One of the most important mechanisms to generate turbulence in stars, in planetary interiors and in the atmosphere is rotating thermal convection. However, rotation has traditionally only been considered in terms of the Coriolis force, arguing that the centrifugal force is negligible in natural systems. But in doing so, one misses out on fascinating physics. In Coriolis-centrifugal convection, i.e. when the full inertial term is included, storm-like structures can develop, ranging from eyes and secondary eyewalls found in hurricanes and typhoons, to concentrated helical upflows characteristic of tornadoes.

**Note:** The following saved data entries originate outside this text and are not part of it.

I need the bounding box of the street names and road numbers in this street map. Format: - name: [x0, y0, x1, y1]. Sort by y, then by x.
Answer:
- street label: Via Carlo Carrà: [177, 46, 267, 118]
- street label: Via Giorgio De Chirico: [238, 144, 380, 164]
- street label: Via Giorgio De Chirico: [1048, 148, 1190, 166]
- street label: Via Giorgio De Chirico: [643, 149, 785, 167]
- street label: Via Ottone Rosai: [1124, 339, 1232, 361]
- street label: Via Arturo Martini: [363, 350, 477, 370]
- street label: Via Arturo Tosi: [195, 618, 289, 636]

In this talk, I will mainly focus on the tornado-like vortices. I will show that turbulent Coriolis-centrifugal convection in a cylindrical domain constitutes an idealised model system of tornadic storms, where the rotating cylinder represents the mesocyclone of a super- cell thunderstorm. Based on a suite of direct numerical simulations, I will discuss possible explanations for why seemingly similar mesocyclones may or may not spawn tornadoes. Tornado-like vortices are self-consistently generated, provided the flow is within the quasi-cyclostrophic regime, in which the dominant dynamical balance is between pressure gradient and centrifugal buoyancy forces. Hence, centrifugal buoyancy is highly relevant for the understanding of these geophysical vortices and more important than previously thought.